Instructions for the task: Read the lines below, and copy any that contain the string "fillStyle".

Stored items
+++
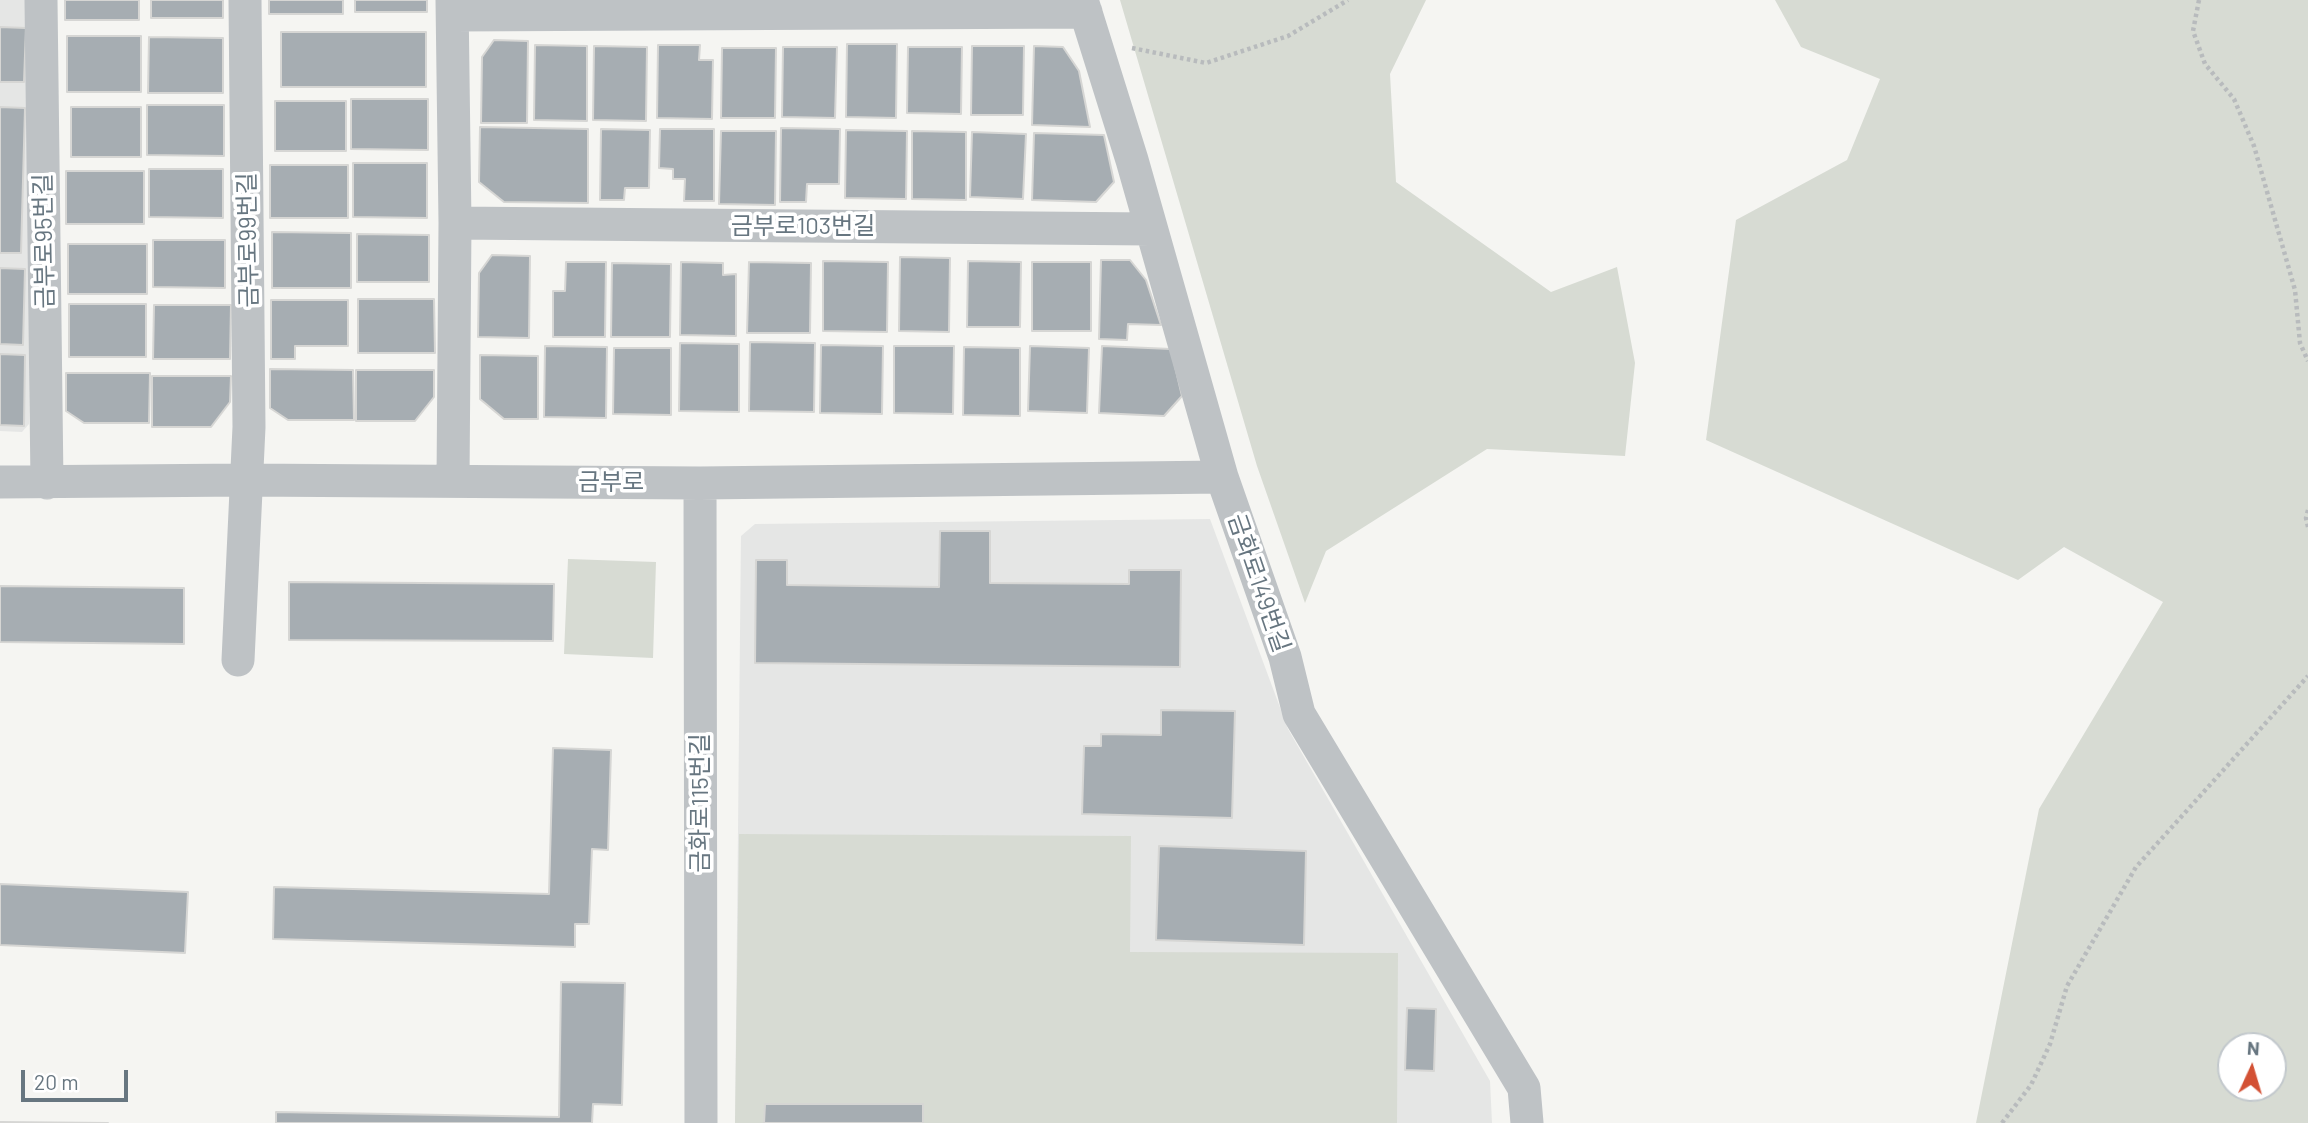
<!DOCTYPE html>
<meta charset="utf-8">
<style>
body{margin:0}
#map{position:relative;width:2308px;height:1123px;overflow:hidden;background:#f5f5f2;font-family:Barlow,sans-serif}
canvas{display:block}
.north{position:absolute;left:2217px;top:1032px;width:70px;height:70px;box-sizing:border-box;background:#fff;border:2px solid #c2c8cc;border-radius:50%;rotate:4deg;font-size:19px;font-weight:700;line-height:28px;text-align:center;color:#677680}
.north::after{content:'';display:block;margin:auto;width:24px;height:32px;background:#d35134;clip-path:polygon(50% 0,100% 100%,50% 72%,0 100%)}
.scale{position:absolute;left:21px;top:1070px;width:107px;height:32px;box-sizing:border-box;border:4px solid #677680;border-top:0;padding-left:9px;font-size:21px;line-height:24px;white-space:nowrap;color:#677680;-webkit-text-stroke:5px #fff;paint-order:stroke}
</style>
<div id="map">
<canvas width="2308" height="1123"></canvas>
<div class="north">N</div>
<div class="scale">20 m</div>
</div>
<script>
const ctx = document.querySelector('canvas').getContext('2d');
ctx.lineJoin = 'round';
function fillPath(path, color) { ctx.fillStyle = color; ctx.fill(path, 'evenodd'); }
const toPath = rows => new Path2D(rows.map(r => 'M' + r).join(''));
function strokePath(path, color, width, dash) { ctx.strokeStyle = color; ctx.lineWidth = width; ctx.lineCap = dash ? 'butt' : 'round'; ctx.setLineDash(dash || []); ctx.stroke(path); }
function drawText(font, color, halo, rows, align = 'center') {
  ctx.font = font + ' Barlow,"Noto Sans KR",sans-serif'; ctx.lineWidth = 7; ctx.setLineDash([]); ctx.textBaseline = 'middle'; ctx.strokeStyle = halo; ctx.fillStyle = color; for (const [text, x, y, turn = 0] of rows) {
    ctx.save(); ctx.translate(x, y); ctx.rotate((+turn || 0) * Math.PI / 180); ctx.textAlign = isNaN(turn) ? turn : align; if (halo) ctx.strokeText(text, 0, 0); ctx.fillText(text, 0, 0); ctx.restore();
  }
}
fillPath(toPath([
 [0,0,27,0,30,114,29,424,22,432,0,431],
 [1210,519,1288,729,1490,1081,1492,1123,735,1123,741,536,755,524]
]), '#e5e6e5');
fillPath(toPath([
 [1120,0,1426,0,1390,74,1396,182,1551,292,1617,267,1635,363,1625,456,1487,449,1326,551,1305,603,1257,466],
 [1775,0,2308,0,2308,1123,1976,1123,2039,809,2163,602,2064,547,2018,580,1706,440,1736,220,1847,160,1880,79,1801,47],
 [2231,1046,2273,1046,2273,1088,2231,1088],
 [568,559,656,562,653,658,564,654],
 [739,834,1131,836,1130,952,1398,953,1397,1123,735,1123]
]), '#d7dbd3');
const building = toPath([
 [65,0,139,0,139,20,65,20,65,0],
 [151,0,223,0,223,18,151,18,151,0],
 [269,0,343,0,343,14,269,14,269,0],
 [355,0,427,0,427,12,355,12,355,0],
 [0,27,26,28,24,82,0,82,0,27],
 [281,32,426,32,426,87,281,87,281,32],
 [67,36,141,36,141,92,67,92,67,36],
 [149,37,223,38,223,93,148,93,149,37],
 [494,40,528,41,527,123,481,123,482,57,494,40],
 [847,44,897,44,896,118,846,117,847,44],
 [535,45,587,46,587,121,534,120,535,45],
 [658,45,700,45,699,60,713,60,712,119,657,118,658,45],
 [594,46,647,47,646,121,593,120,594,46],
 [972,46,1024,46,1023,115,971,115,972,46],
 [1034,46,1063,47,1079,71,1090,127,1032,125,1034,46],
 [783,47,837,47,835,118,782,117,783,47],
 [908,47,962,47,961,114,907,113,908,47],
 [722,48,776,48,775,118,721,118,722,48],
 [351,99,428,99,428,150,351,149,351,99],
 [275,101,346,101,346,151,275,151,275,101],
 [147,105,224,105,224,156,147,155,147,105],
 [0,107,25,108,21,253,0,253,0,107],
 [71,107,141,107,141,157,71,157,71,107],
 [480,127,588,129,588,203,504,202,479,182,480,127],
 [781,128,840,129,839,184,807,184,806,202,780,202,781,128],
 [601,129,650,130,649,188,625,188,624,200,600,200,601,129],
 [660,129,714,129,714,201,684,201,685,179,673,179,673,169,659,168,660,129],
 [846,130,907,131,906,199,845,198,846,130],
 [721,131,776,131,775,205,719,204,721,131],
 [912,131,966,132,966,200,912,199,912,131],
 [972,132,1026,134,1023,199,970,197,972,132],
 [1034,133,1104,135,1114,182,1096,202,1032,200,1034,133],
 [353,163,427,163,427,218,353,217,353,163],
 [270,165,348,165,348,218,270,218,270,165],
 [149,169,223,169,223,218,149,217,149,169],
 [66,171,144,171,144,224,66,224,66,171],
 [272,232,351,233,351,288,272,288,272,232],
 [357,234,429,235,429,282,357,282,357,234],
 [153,240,225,240,225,288,153,287,153,240],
 [68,244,147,244,147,294,68,294,68,244],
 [492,255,530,256,529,338,478,337,479,273,492,255],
 [900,257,950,258,949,332,899,331,900,257],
 [1101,260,1130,260,1146,280,1161,325,1128,324,1127,340,1099,339,1101,260],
 [823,261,888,262,887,332,823,331,823,261],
 [968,261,1021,262,1020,327,967,327,968,261],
 [566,262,606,262,605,337,553,337,553,291,565,291,566,262],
 [681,262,723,263,723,275,736,274,736,336,680,335,681,262],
 [749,262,811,263,810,333,747,333,749,262],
 [1032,262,1091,262,1091,331,1032,331,1032,262],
 [612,263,671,264,670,337,611,337,612,263],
 [0,268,25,269,23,345,0,344,0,268],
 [358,299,434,299,435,353,358,353,358,299],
 [271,300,348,300,348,346,295,346,295,359,271,359,271,300],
 [69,304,146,304,146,357,69,357,69,304],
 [154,305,231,305,230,359,153,359,154,305],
 [750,342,815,343,814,412,749,411,750,342],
 [680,343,739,344,739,412,679,411,680,343],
 [821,345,883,346,882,414,820,413,821,345],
 [545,346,607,347,606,418,544,417,545,346],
 [894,346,954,346,953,414,894,413,894,346],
 [1030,346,1089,348,1087,413,1028,411,1030,346],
 [1102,346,1171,349,1182,396,1164,416,1099,413,1102,346],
 [964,347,1020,348,1020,416,963,415,964,347],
 [614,348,671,348,671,415,613,414,614,348],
 [0,354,25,355,24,426,0,425,0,354],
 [480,355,538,356,538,419,504,419,480,399,480,355],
 [270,369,353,370,354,420,288,420,270,408,270,369],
 [356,370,434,370,434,397,415,421,356,421,356,370],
 [66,373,150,373,149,423,84,423,66,411,66,373],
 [152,376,231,376,230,402,211,427,152,427,152,376],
 [940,531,990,531,990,583,1129,584,1129,570,1181,570,1180,667,755,663,756,560,787,560,787,585,939,587,940,531],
 [289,582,554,584,553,641,289,640,289,582],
 [0,586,184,588,184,644,0,642,0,586],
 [1161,710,1235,711,1232,818,1082,814,1084,746,1101,746,1101,734,1161,735,1161,710],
 [553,748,611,750,608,850,592,849,589,924,575,924,575,947,273,939,274,887,549,894,553,748],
 [1159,846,1306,851,1304,945,1156,940,1159,846],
 [0,884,188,892,185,953,0,945,0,884],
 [561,982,625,983,622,1105,593,1104,592,1123,276,1123,276,1112,559,1117,561,982],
 [1407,1008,1436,1009,1434,1071,1405,1070,1407,1008],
 [765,1104,923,1104,923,1123,764,1123,765,1104],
 [0,1122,108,1123,0,1123,0,1122]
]);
fillPath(building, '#a6adb2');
strokePath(building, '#d6d6d4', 2);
strokePath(toPath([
 [2199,0,2193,31,2205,64,2234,99,2254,146,2295,290,2300,343,2308,361],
 [1132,48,1206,63,1288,36,1348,0],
 [2308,510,2306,518,2308,527],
 [2002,1123,2031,1085,2050,1044,2067,986,2136,867,2308,676]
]), '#b8bbbd', 4.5, [3.5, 3.5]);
strokePath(toPath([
 [41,0,47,483],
 [452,0,455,223,453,481],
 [1082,0,1132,160,1222,477,1285,657,1299,714,1524,1088,1527,1123],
 [453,15,1086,12],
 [455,223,1151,229],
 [0,482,245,480,700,483,1222,477],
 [700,483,701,1123],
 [238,660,249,427,245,0]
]), '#bec2c5', 33);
drawText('24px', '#677680', '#fff', [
 ["금부로103번길",803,226],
 ["금부로99번길",248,240,-91],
 ["금부로95번길",44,241,-91],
 ["금부로",611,482],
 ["금화로149번길",1259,583,71],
 ["금화로115번길",700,803,-90]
]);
</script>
+++
Solved exercise:
function fillPath(path, color) { ctx.fillStyle = color; ctx.fill(path, 'evenodd'); }
  ctx.font = font + ' Barlow,"Noto Sans KR",sans-serif'; ctx.lineWidth = 7; ctx.setLineDash([]); ctx.textBaseline = 'middle'; ctx.strokeStyle = halo; ctx.fillStyle = color; for (const [text, x, y, turn = 0] of rows) {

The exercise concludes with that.